Collected data entries
┌──

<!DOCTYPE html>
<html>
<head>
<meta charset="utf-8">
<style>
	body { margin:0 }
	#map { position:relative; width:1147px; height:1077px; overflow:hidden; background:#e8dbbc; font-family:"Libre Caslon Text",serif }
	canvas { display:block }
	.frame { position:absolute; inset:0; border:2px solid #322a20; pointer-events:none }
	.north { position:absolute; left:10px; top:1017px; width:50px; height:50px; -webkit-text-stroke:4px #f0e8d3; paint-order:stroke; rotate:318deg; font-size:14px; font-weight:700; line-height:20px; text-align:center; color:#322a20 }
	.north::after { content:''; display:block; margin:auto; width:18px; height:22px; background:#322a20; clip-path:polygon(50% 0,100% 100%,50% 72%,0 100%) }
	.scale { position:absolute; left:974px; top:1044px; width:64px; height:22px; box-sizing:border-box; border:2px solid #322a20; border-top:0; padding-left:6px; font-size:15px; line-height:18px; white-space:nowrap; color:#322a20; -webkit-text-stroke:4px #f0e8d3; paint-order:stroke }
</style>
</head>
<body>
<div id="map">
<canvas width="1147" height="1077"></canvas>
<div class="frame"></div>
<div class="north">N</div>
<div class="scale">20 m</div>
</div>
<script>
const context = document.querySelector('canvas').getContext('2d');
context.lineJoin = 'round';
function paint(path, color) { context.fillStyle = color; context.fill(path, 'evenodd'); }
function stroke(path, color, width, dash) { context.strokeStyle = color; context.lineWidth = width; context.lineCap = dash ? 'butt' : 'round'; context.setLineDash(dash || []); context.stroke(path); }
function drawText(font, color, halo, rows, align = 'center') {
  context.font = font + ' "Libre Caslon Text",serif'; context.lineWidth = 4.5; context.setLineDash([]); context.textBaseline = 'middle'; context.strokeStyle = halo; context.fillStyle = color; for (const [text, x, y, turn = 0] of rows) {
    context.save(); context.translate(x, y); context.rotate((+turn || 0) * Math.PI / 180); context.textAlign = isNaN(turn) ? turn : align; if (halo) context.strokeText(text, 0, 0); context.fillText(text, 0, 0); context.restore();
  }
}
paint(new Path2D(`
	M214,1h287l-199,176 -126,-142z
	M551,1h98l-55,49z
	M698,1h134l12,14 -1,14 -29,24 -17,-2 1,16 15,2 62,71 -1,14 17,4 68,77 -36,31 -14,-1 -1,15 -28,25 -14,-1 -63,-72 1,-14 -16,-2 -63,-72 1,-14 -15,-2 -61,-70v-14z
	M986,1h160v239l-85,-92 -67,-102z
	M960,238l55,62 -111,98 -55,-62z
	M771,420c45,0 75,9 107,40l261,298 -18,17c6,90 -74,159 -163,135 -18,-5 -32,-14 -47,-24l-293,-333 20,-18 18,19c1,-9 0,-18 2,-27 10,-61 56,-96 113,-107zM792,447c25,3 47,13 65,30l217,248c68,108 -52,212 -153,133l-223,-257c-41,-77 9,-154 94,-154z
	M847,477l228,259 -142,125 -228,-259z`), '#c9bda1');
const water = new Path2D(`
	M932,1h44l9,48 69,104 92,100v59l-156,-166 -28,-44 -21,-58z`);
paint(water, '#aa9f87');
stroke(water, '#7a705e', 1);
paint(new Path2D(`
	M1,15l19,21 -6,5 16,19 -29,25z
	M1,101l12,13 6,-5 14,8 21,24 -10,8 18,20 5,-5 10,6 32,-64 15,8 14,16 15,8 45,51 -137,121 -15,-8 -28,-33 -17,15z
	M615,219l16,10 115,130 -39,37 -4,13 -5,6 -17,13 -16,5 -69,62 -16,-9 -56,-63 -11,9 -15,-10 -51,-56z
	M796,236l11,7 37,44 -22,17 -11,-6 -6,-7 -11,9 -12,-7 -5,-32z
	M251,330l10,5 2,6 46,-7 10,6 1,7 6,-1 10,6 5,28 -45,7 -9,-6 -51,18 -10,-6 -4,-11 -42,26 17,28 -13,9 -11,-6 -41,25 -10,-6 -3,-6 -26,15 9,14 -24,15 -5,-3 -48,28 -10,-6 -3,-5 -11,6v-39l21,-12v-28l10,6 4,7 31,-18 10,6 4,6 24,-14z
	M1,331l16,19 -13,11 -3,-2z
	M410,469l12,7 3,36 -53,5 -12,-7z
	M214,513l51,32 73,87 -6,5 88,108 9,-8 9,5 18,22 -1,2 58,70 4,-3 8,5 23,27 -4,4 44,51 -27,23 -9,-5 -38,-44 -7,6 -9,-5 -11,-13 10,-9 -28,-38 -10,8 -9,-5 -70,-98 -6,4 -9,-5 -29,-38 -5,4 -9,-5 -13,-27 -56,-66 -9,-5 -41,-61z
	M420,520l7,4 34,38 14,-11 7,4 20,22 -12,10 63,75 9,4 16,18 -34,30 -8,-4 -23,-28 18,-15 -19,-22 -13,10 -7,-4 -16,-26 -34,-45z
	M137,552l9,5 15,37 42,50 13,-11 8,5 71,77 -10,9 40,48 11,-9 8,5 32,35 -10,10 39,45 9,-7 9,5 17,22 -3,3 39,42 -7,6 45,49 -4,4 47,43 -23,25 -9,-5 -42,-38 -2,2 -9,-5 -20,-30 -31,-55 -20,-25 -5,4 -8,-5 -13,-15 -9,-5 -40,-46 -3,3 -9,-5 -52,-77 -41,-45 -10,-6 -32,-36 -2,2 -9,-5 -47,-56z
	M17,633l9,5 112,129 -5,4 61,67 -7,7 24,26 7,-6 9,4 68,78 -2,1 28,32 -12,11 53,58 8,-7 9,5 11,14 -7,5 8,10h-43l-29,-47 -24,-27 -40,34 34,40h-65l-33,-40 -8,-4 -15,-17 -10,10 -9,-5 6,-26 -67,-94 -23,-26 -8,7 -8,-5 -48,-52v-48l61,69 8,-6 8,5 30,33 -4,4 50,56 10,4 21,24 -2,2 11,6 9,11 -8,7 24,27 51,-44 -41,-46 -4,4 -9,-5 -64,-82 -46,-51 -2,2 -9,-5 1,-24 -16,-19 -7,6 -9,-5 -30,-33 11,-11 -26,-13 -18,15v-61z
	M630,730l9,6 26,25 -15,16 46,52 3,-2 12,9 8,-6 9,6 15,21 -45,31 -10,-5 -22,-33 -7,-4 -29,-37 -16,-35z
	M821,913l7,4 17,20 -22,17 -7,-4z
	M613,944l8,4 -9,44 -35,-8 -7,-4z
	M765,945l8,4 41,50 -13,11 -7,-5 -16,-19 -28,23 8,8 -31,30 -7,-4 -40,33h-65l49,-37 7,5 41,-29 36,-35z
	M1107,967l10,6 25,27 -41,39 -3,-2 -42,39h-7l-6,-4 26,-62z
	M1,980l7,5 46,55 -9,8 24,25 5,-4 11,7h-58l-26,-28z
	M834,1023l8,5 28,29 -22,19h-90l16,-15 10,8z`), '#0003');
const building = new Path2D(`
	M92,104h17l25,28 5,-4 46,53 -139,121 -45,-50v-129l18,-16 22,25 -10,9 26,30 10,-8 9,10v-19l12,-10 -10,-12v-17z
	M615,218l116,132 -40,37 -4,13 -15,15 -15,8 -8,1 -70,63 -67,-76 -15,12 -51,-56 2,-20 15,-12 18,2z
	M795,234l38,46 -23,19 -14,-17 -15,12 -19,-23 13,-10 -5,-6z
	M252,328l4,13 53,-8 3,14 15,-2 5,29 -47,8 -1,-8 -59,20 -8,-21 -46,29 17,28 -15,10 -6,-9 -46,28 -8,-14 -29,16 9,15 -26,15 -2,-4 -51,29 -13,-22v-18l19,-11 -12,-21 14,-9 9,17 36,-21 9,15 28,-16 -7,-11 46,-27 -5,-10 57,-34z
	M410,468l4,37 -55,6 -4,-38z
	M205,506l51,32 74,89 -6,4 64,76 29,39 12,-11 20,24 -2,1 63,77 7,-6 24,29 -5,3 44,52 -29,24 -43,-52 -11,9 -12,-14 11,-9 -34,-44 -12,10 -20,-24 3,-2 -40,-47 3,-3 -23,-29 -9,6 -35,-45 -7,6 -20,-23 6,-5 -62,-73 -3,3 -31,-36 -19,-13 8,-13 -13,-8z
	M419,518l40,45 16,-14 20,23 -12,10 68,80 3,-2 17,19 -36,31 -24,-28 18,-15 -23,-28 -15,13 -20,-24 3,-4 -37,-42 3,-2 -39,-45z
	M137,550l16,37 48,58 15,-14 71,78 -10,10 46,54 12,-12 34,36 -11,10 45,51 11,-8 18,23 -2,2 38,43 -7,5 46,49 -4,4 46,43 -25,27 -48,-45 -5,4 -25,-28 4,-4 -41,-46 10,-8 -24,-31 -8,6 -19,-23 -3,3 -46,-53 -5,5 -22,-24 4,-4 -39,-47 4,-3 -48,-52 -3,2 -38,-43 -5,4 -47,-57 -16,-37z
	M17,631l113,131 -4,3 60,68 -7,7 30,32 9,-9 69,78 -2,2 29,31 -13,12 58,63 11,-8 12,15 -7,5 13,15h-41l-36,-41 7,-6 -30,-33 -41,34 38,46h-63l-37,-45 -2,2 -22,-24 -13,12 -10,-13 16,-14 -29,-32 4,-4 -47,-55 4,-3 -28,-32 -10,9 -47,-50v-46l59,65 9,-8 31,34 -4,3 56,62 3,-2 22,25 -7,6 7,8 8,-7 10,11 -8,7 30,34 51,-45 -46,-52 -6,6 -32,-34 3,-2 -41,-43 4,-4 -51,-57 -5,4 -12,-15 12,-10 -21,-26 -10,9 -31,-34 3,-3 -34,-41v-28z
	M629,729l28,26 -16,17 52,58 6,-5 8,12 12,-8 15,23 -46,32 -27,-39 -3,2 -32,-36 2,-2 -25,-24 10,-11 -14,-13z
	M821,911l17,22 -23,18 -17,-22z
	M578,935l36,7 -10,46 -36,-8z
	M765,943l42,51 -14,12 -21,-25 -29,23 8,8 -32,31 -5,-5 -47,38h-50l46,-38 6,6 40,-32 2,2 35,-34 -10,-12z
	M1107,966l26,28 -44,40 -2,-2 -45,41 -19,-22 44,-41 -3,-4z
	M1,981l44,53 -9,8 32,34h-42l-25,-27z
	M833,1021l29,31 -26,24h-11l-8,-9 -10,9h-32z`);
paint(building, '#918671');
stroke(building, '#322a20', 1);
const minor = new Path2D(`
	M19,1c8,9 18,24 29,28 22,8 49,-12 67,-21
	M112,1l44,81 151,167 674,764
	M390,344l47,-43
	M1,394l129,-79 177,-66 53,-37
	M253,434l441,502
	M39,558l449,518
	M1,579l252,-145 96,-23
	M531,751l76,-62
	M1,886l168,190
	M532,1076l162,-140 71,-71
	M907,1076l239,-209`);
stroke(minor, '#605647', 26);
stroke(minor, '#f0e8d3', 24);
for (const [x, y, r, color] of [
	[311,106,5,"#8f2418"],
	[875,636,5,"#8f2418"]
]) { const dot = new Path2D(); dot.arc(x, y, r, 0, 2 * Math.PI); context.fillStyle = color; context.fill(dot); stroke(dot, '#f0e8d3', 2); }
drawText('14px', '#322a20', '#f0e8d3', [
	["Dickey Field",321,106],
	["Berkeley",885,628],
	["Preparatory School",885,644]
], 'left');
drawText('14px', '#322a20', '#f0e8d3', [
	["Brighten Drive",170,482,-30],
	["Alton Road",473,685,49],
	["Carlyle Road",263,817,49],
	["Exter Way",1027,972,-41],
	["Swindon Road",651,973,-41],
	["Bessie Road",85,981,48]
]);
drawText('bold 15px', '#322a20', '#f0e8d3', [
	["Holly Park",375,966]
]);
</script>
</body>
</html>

└──
┌──

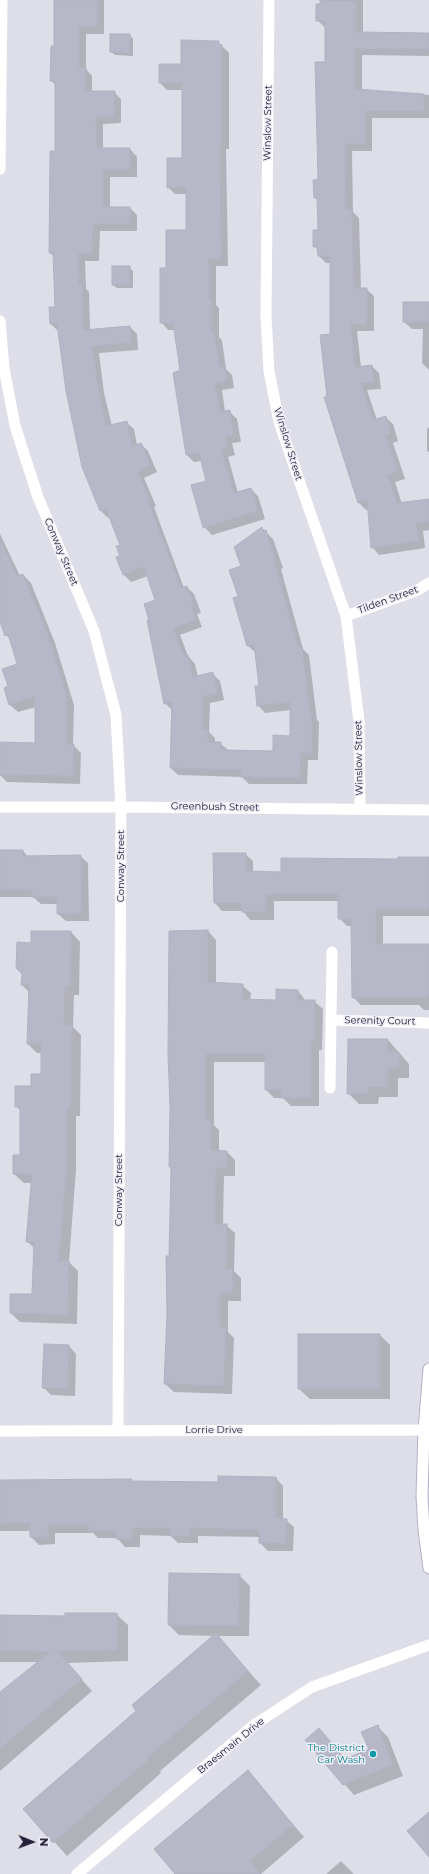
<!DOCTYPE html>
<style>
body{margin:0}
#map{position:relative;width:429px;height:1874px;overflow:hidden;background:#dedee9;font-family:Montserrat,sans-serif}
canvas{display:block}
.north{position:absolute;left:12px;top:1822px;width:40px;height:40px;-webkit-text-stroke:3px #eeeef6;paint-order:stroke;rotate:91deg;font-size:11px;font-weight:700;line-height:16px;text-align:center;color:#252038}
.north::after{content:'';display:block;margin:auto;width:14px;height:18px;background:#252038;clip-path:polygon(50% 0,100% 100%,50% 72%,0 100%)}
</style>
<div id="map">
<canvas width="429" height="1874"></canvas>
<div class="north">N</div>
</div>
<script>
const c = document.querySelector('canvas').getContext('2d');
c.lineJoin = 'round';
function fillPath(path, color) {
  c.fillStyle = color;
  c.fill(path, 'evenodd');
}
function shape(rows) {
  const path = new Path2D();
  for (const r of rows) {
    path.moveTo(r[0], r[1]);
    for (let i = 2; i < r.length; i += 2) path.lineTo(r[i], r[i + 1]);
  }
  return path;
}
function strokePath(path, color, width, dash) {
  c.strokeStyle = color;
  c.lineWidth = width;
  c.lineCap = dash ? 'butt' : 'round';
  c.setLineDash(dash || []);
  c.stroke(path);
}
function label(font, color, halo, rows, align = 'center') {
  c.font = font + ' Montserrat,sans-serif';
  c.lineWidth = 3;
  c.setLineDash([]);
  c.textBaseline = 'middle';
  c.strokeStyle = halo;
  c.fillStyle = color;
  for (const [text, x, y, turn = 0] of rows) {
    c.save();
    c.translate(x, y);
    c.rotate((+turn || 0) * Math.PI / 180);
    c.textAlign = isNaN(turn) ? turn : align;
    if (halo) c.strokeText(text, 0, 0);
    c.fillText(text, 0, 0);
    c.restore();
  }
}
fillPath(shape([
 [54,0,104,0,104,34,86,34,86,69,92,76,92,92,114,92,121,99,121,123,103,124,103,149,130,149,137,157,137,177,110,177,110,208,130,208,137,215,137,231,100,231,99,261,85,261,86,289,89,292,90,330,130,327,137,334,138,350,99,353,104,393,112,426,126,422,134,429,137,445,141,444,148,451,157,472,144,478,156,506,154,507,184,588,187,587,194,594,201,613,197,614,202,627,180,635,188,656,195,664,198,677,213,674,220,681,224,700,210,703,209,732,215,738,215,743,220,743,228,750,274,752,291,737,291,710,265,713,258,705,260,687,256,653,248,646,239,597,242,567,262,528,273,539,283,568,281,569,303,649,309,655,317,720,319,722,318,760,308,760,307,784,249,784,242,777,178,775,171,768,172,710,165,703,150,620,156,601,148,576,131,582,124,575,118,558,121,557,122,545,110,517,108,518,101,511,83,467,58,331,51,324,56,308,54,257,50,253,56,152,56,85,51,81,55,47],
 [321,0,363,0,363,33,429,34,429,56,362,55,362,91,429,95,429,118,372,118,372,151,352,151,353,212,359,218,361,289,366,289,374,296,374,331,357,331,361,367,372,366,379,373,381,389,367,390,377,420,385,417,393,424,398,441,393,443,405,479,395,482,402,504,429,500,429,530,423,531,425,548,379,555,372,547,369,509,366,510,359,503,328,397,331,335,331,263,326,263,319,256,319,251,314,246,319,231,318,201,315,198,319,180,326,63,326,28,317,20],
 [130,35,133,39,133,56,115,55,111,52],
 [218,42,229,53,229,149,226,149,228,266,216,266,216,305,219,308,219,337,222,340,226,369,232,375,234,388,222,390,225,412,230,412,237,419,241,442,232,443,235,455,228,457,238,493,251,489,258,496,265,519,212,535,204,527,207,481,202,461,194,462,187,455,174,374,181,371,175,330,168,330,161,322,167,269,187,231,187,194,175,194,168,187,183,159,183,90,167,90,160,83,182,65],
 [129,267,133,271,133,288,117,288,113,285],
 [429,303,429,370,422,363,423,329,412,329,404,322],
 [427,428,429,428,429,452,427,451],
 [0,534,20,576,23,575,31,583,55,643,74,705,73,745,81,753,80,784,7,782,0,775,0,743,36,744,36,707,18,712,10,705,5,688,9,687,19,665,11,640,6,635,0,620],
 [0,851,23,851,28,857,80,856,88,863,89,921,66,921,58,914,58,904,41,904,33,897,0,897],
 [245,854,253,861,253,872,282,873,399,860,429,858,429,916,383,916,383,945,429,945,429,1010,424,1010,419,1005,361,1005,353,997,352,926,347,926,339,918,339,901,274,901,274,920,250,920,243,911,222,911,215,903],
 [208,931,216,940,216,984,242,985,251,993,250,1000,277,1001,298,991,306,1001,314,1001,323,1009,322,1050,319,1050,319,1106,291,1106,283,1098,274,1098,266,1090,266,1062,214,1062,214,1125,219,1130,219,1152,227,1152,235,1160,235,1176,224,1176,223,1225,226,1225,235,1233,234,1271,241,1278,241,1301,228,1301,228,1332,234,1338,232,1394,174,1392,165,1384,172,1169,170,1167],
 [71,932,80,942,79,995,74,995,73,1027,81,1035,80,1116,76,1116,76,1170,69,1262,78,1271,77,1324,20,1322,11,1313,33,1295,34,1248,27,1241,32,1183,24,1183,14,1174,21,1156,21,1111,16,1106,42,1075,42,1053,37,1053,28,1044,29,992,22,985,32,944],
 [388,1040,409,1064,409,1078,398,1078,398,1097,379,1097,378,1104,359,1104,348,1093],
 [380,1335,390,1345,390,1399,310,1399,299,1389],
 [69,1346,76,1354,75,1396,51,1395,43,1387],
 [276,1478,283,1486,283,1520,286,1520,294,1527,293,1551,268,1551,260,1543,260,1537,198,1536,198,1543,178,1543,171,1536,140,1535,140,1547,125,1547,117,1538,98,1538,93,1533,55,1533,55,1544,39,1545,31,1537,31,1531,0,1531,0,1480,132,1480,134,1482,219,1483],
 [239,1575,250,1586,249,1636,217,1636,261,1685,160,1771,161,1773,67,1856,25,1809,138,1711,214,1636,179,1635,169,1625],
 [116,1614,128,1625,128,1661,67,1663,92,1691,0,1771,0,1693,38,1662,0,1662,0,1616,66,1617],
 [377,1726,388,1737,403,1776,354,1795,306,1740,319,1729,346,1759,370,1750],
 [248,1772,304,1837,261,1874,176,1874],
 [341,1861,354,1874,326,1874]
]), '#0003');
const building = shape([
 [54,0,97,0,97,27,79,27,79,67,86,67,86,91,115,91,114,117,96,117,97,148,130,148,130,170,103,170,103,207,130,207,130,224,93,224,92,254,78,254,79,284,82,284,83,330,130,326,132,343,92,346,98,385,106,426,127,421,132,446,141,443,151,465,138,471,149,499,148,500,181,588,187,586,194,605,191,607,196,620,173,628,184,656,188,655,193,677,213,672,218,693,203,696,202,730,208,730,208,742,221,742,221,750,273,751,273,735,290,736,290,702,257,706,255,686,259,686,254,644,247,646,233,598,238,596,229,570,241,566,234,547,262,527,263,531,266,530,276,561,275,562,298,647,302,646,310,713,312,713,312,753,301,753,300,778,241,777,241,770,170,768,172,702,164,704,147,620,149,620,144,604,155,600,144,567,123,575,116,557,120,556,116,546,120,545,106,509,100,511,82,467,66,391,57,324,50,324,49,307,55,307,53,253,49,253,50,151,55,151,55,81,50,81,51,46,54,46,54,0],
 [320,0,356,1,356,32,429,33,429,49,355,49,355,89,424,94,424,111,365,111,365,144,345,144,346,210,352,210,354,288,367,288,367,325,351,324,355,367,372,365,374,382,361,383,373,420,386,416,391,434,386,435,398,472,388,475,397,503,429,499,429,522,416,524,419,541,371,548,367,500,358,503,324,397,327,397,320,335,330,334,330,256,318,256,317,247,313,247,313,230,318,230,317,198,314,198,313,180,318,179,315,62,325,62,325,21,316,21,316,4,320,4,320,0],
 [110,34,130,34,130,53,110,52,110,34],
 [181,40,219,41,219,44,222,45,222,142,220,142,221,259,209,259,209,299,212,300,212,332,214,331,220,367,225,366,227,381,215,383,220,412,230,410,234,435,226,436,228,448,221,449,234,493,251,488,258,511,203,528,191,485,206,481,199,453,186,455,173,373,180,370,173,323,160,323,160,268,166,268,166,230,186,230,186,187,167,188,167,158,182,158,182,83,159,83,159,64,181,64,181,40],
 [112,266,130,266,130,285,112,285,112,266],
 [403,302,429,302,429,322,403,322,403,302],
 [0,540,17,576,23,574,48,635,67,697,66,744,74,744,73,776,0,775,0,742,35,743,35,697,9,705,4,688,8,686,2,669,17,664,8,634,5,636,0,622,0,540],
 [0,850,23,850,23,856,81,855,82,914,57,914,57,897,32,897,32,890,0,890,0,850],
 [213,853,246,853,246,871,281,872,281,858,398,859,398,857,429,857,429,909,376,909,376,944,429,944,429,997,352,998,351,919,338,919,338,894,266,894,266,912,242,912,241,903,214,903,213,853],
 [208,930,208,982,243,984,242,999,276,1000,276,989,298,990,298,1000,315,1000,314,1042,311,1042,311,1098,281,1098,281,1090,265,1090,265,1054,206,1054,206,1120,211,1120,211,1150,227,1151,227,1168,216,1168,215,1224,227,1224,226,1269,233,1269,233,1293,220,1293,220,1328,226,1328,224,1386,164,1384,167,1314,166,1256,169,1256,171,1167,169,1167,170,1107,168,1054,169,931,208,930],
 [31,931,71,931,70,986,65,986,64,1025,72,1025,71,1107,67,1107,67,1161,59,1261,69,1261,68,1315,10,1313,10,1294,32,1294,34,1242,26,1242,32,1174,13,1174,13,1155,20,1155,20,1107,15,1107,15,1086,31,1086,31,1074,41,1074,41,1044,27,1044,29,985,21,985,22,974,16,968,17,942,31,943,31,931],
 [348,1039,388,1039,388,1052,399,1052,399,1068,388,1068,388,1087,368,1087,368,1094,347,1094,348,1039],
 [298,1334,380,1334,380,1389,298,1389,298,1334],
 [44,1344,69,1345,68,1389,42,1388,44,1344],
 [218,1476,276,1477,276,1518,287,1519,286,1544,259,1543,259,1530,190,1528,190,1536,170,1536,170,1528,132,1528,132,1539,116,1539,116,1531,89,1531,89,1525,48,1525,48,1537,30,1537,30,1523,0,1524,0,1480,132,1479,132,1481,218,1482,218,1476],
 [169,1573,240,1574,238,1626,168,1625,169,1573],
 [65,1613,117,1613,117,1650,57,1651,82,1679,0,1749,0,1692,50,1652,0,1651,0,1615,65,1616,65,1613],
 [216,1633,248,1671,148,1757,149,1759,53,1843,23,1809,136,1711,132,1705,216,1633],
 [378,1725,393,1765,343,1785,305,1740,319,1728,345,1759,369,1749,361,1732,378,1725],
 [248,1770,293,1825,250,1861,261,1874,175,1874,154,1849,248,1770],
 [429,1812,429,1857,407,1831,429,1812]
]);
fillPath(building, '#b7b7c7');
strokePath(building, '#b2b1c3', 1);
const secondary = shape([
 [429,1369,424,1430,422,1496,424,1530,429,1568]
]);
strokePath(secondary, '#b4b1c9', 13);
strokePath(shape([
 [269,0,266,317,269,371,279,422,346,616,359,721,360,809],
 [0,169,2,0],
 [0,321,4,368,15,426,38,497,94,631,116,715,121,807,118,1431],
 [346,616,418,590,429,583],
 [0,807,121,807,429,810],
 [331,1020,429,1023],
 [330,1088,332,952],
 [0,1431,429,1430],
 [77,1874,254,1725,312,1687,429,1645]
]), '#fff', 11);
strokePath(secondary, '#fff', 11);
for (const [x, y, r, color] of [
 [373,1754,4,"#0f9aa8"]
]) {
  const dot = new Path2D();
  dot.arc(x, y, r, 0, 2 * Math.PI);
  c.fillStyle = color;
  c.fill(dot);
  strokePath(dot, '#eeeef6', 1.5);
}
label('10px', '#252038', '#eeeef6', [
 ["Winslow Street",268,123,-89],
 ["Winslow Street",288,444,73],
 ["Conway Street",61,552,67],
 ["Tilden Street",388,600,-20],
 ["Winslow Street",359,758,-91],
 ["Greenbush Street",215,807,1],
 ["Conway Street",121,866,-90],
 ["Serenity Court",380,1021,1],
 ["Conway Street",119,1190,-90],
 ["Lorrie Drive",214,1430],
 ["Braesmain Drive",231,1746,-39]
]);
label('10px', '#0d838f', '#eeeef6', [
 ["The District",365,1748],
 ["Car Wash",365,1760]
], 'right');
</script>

└──

### [Activity]
The response consists of the lines above that contain "butt".

### [Task solution]
function stroke(path, color, width, dash) { context.strokeStyle = color; context.lineWidth = width; context.lineCap = dash ? 'butt' : 'round'; context.setLineDash(dash || []); context.stroke(path); }
  c.lineCap = dash ? 'butt' : 'round';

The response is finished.